Re: [GIT PATCH] USB autosuspend fixes for 2.6.23-rc6

From: Alan Stern
Date: Thu Sep 13 2007 - 15:13:59 EST


On Thu, 13 Sep 2007, Linus Torvalds wrote:

> In general, I think the USB blacklist/whitelists are generally a sign of
> some deeper bug.
>
> We used to have a lot of those things due to simply incorrect SCSI
> probing, causing devices to lock up because Linux probed them with bad or
> unexpected modepages etc. I suspect we still have old blacklist entries
> from those days that just never got cleaned up, because nobody ever dared
> remove the blacklist entry.

I don't just suspect -- I know for a fact that we do. Partly because
of laziness and partly because of not being able to verify that an
entry is no longer needed.

> We should strive to make the default behaviour be so safe that we never
> need a black-list (or a whitelist), and basically consider blacklists to
> be not a way to "fix up a device", but a way to avoid some really serious
> AND *RARE* error.

In general I agree. However there are some problems for which nobody
has been able to come up with another solution. See below.

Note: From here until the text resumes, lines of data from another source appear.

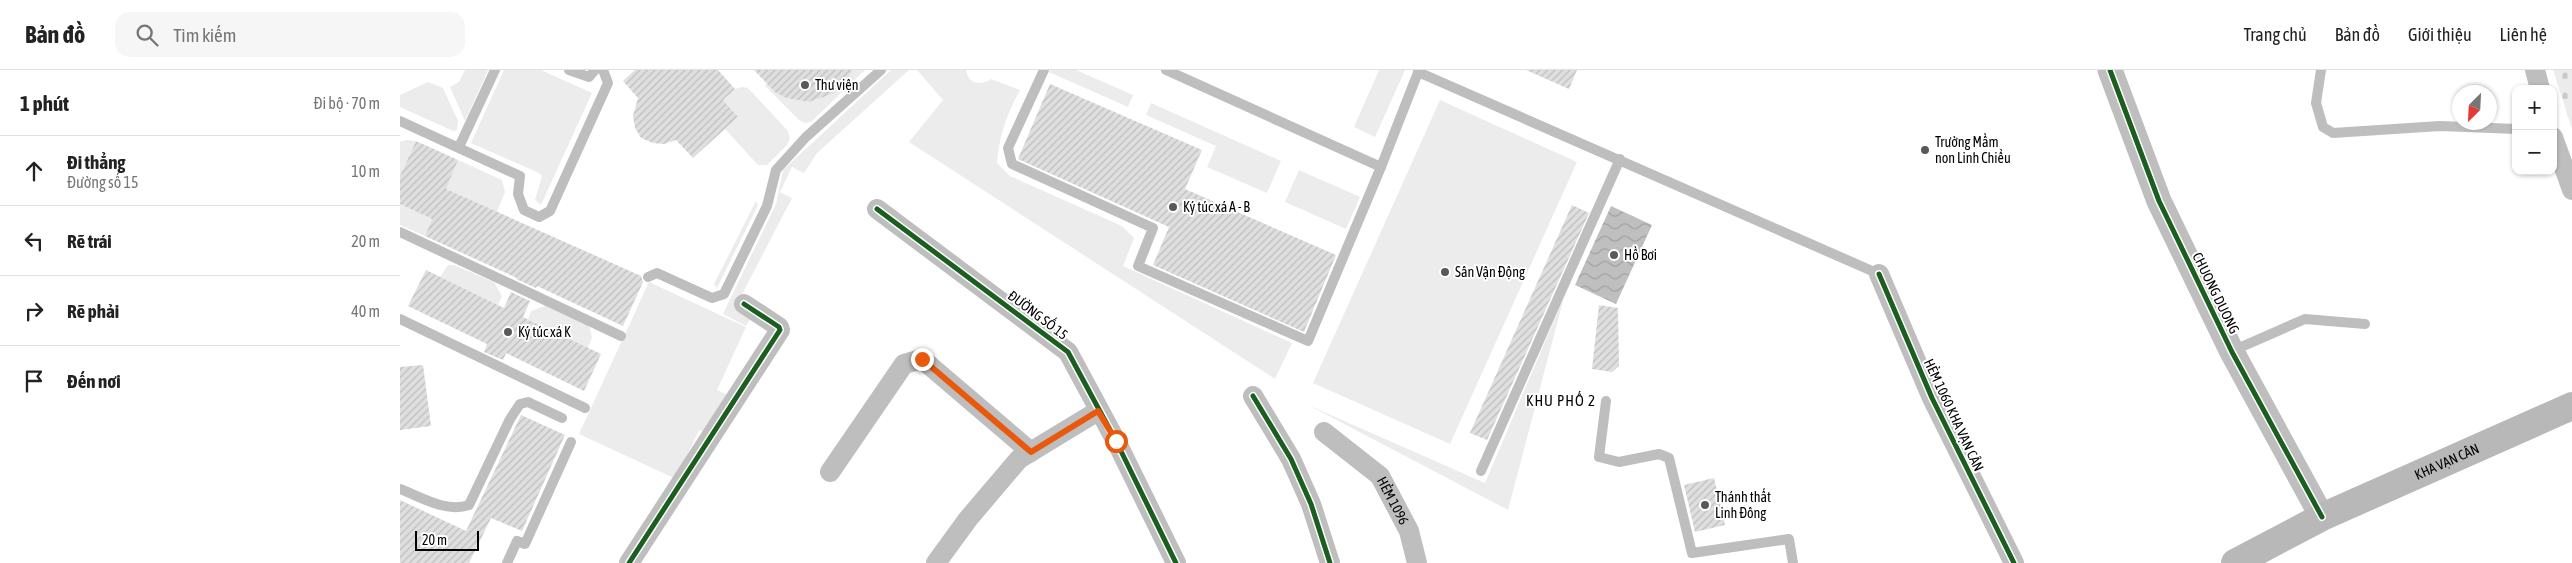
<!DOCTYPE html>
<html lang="vi">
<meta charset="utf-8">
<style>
body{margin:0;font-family:"Asap Condensed",sans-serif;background:#f6f6f6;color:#222}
.controls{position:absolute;right:15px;top:15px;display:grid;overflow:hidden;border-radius:10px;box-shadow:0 1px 4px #0004}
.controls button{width:45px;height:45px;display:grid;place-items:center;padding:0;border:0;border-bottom:1px solid #e0e0e0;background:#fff;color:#222;font:25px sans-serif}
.compass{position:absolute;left:2052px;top:15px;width:45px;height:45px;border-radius:50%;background:#fff;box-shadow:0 1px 4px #0004;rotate:204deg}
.scale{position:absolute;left:15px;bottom:12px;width:64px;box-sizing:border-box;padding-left:5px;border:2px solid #000;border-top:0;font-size:14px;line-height:18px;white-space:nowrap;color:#000;-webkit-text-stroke:4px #fff;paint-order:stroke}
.stop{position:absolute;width:15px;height:15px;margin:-11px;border:4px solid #ea580c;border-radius:50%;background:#fff}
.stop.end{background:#ea580c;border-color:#fff;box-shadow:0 1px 5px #0008}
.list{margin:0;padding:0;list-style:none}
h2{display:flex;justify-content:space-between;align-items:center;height:65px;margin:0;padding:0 20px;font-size:21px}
h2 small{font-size:16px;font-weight:400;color:#767676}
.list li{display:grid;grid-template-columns:32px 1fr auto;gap:15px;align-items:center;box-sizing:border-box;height:70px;padding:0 20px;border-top:1px solid #e0e0e0}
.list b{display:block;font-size:19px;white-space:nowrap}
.list p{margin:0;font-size:16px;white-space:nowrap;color:#767676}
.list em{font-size:16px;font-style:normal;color:#767676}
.icon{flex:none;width:28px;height:28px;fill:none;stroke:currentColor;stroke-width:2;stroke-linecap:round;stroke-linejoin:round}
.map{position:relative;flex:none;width:2172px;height:493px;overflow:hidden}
header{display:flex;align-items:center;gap:30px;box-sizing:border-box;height:70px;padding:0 25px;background:#fff;border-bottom:1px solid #e0e0e0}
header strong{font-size:24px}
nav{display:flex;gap:28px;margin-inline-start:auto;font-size:18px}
.search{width:350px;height:45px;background:#f6f6f6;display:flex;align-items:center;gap:12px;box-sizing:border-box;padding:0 18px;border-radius:15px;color:#767676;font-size:19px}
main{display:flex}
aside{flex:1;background:#fff}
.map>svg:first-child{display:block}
</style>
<header>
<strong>Bản đồ</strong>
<div class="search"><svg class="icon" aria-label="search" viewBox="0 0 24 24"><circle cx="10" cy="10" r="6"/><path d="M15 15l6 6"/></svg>Tìm kiếm</div>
<nav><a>Trang chủ</a><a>Bản đồ</a><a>Giới thiệu</a><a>Liên hệ</a></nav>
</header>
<main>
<aside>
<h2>1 phút<small>Đi bộ · 70 m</small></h2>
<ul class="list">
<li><svg class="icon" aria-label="ahead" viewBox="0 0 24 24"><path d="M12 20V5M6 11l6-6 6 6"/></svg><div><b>Đi thẳng</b><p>Đường số 15</p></div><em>10 m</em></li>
<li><svg class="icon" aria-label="left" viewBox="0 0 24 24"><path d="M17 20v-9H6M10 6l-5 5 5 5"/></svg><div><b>Rẽ trái</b></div><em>20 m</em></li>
<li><svg class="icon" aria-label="right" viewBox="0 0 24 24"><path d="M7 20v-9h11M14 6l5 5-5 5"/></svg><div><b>Rẽ phải</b></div><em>40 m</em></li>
<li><svg class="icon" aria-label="arrive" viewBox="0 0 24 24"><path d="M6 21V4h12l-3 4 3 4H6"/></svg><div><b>Đến nơi</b></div></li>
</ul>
</aside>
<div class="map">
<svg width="2172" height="493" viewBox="0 0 2172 493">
<defs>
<pattern id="cemetery-stones" width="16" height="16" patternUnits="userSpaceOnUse" patternTransform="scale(1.25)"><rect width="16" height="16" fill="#ececec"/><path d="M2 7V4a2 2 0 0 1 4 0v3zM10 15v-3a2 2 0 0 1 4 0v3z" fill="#c9c9c9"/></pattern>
<pattern id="water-waves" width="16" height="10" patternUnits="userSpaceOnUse" patternTransform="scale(1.25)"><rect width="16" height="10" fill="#bfbfbf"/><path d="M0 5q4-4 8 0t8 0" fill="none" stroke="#a2a2a2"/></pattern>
<pattern id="building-hatch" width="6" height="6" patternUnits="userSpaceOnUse" patternTransform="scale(1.25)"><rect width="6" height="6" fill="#dfdfdf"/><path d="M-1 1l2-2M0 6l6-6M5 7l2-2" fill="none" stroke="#bebebe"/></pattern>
</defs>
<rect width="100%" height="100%" fill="#fff"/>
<!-- grass -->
<g fill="#ececec">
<polygon points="65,0 88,0 65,51 50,17 59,12"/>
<polygon points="104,0 141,0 192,23 141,135 135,130 142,106 139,103 71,73"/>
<polygon points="450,0 465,0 412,51 406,53 400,51 365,16 367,13 386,28 409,32 432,24 441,17"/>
<polygon points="491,0 509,0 417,83 404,103 392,97 380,122 392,128 336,236 351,248 346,256 323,244 376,134 383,100"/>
<path d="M517 0H566C568 14 581 16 591 9L620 20C607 44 599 66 597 93L610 106 722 156 734 168 723 196 892 273 875 309 509 72 543 30Z"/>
<polygon points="650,0 676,0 733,25 728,37 649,2"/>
<polygon points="979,0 1005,0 975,67 954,57"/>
<polygon points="28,12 43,18 58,51 57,60 53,61 0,37 0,25"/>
<polygon points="342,17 348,18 388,61 390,68 387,75 367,95 358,95 325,59 338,47 323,30 335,19"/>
<polygon points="1040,30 1177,92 1050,374 913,313"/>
<polygon points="751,33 881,91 867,123 807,97 816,76 746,45"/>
<polygon points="6,70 16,71 0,106 0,72"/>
<polygon points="58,90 102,110 105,122 97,142 46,119"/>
<polygon points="899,100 960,127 946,159 885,132"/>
<polygon points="356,131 358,135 317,218 314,214"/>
<polygon points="0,134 32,149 25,166 0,155"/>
<polygon points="48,195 54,195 94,212 102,226 98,235 40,207"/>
<polygon points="249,212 346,257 317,320 332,327 308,364 299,360 276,409 179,364"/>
<polygon points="1164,227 1108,440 908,335 1085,413"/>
<polygon points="145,236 189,256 192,267 188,278 128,249 131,241"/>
</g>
<!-- cemetery -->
<polygon fill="url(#cemetery-stones)" points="2153,0 2172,0 2172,59"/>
<!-- water -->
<polygon fill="url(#water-waves)" points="1211,136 1252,155 1216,234 1175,215"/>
<!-- building -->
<g fill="url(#building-hatch)">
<polygon points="235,0 318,0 335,19 323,30 338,47 293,88 276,70 264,74 253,73 241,68 235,58 233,46 238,28 223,11"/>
<polygon points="354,0 453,0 441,17 432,24 409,32 386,28 375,22"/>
<polygon points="1126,0 1177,0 1169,19"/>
<polygon points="650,14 802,80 785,119 936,185 904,262 753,195 769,157 618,89"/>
<polygon points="16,71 58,90 46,119 241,206 243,212 223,256 137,216 136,218 116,209 117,208 25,166 32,149 0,134 0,106"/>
<polygon points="1172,135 1189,143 1087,370 1070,363"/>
<polygon points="26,200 104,238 111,222 130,231 123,247 201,284 184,321 106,283 103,290 84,282 87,274 8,236"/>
<polygon points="1199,235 1218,238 1219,296 1212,302 1192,299"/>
<polygon points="23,295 31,356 0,360 0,297"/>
<polygon points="121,345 165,365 122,461 91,448 69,493 0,493 0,430 66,461"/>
<polygon points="1314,408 1325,455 1295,462 1284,415"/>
</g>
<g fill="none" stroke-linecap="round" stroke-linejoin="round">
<!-- service -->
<g stroke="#bebebe" stroke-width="10">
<polyline points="169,0 189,7 195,0"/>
<polyline points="644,0 608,78 612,94 753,158 738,196 908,271 981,97 766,0"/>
<polyline points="1921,0 1916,33 1923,57 1933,63 2040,56 2116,59"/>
<polyline points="1018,2 1479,204"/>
<polyline points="0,51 120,106 118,124 124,140 139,147 150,141 208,13 203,0"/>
<polyline points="59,77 95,0"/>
<polyline points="981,97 1019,0"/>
<polyline points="0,162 221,266"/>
<polyline points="248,207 257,203 312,228 324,224 367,136 376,100 406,67 481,0"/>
<polyline points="0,249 185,338"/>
<polyline points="1832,281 1905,249 1965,254"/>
<polyline points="1206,331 1199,387 1219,392 1259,384 1269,388 1292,483 1389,469 1393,493"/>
<polyline points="1081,401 1220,89"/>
<path d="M0 419C21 427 46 443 69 435L110 349 120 334 128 332 162 348"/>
<polyline points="107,493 117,471 125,474 171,372"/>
</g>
<!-- minor -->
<g stroke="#bebebe" stroke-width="20">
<polyline points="2135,0 2140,19"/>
<polyline points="2153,67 2172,120"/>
<polyline points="477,139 668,282 716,371 776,493"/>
<polyline points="1479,204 1532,328 1614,493"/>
<polyline points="853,326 891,389 911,434 930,493"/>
<path id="s1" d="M924 362 980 406 1009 461 1017 493"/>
<polyline points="430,402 504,294 522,289 631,382"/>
<polyline points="229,493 380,260 379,257 344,234"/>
<polyline points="536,493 568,449 619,389 698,341"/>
</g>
<!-- tertiary -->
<polyline stroke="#bebebe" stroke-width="25" points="1710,0 1759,131 1832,282 1922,447"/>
<!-- secondary -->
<path stroke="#b8b8b8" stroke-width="28" id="s2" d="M1835 493 1922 447 2172 336"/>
<!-- cycleway casing -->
<g stroke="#fff" stroke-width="8">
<g id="cycleway">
<polyline points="1710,0 1759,131 1832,282 1922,447"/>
<polyline points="477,139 668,282 716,371 776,493"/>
<polyline points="1479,204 1532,328 1614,493"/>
<polyline points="853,326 891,389 911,434 930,493"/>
<polyline points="229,493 380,260 379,257 344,234"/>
</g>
</g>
<!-- cycleway -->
<use href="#cycleway" stroke="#1b5e20" stroke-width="5"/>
</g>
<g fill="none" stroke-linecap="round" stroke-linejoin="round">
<!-- route -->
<polyline stroke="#ea580c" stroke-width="6" points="522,289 631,382 698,341 716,371"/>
</g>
<!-- markers -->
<g fill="#595959" stroke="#fff" stroke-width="2">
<circle cx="405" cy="15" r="5"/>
<circle cx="1525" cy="80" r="5"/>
<circle cx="773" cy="137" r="5"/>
<circle cx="1214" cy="185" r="5"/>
<circle cx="1045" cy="202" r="5"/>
<circle cx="108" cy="262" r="5"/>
<circle cx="1305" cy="435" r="5"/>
</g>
<g text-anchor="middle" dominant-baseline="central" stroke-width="4" stroke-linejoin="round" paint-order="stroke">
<!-- poi labels -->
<g font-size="14" fill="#000" stroke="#fff" text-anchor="start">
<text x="415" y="15">Thư viện</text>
<text x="1535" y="72">Trường Mầm<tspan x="1535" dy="16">non Linh Chiểu</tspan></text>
<text x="783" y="137">Ký túc xá A - B</text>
<text x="1224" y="185">Hồ Bơi</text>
<text x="1055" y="202">Sân Vận Động</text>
<text x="118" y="262">Ký túc xá K</text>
<text x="1315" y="427">Thánh thất<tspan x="1315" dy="16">Linh Đông</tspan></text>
</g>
<!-- street labels -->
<g font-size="14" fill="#000" stroke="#fff">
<text transform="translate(1816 223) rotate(64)">CHUONG DUONG</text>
<text transform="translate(638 245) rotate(37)">ĐƯỜNG SỐ 15</text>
<text transform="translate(1554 345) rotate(65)">HẺM 1060 KHA VẠN CÂN</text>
<text stroke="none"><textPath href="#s2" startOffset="235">KHA VẠN CÂN</textPath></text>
<text stroke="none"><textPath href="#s1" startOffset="99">HẺM 1096</textPath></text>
</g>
<!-- neighbourhood labels -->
<g font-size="15" letter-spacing="1" fill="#000" stroke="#fff">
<text x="1161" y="330">KHU PHỐ 2</text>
</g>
</g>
</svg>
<div class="controls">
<button>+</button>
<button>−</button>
</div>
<svg class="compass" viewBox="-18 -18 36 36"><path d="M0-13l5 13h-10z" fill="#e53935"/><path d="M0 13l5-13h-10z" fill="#767676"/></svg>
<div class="scale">20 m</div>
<div class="stop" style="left:716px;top:371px"></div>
<div class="stop end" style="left:522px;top:289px"></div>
</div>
</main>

> The moment you have lots of devices having the same blacklist entry,
> that's a sign that the blacklist is wrong, and the subsystem itself is
> likely doing something bad!
>
> So, I would seriously suggest:
> - look at USB quirks that have more than ten entries (and the entries
> aren't just the exact same device in various guises)
> - start considering that feature to be something that is known broken,
> and shouldn't be done AT ALL by default.
> - have some way to enable some extension on a device-by-device basis from
> the /sysfs interface, and then users can enable those things on their
> own with a graphical interface or something (or using whitelists in
> user space saying "ok, this device can actually do this")
> - REMOVE THE DAMN QUIRK
>
> It looks like the current situation now is that the latest autosuspend
> patches did basically everything but the last point.

Yes, none of those USB_QUIRK_NO_AUTOSUSPEND entries are needed any
more. They can all be removed and handed over to the HAL people as a
starting point.

> Btw, this is in no way just an AUTOSUSPEND issue. The USB layer has a
> *lot* of these quirks. They are often called "UNUSUAL_DEV()", but the
> thing is, some of those things seem to be so usual that the naming is
> dubious, and thus calling it a "quirk" or "unusual" is pretty dubious too.

You have concentrated your attention on the list for usb-storage,
but the usbhid driver also has an impressively long quirks list.

> For example, why do we have that US_FL_MAX_SECTORS_64 at all? The fact
> that some USB device is broken with more than 64 sectors would seem to
> indicate that Windows *never* does more than 64 sectors, and that in turn
> means that pretty much *no* devices have ever been tested with anything
> bigger.
>
> So why not make the 64 sector limit be the default? Get rid of the quirk:
> we already allow people to override it in /sys if they really want to, but
> realistically, it's probably not going to make any difference what-so-ever
> for *any* normal load. So we seem to have a quirk that really doesn't buy
> us anything but headache.

That's true now, but it wasn't always. Until the last year or so,
cdrecord wouldn't work properly with USB CD drives having a 64-sector
limit unless the user added a particular command-line argument.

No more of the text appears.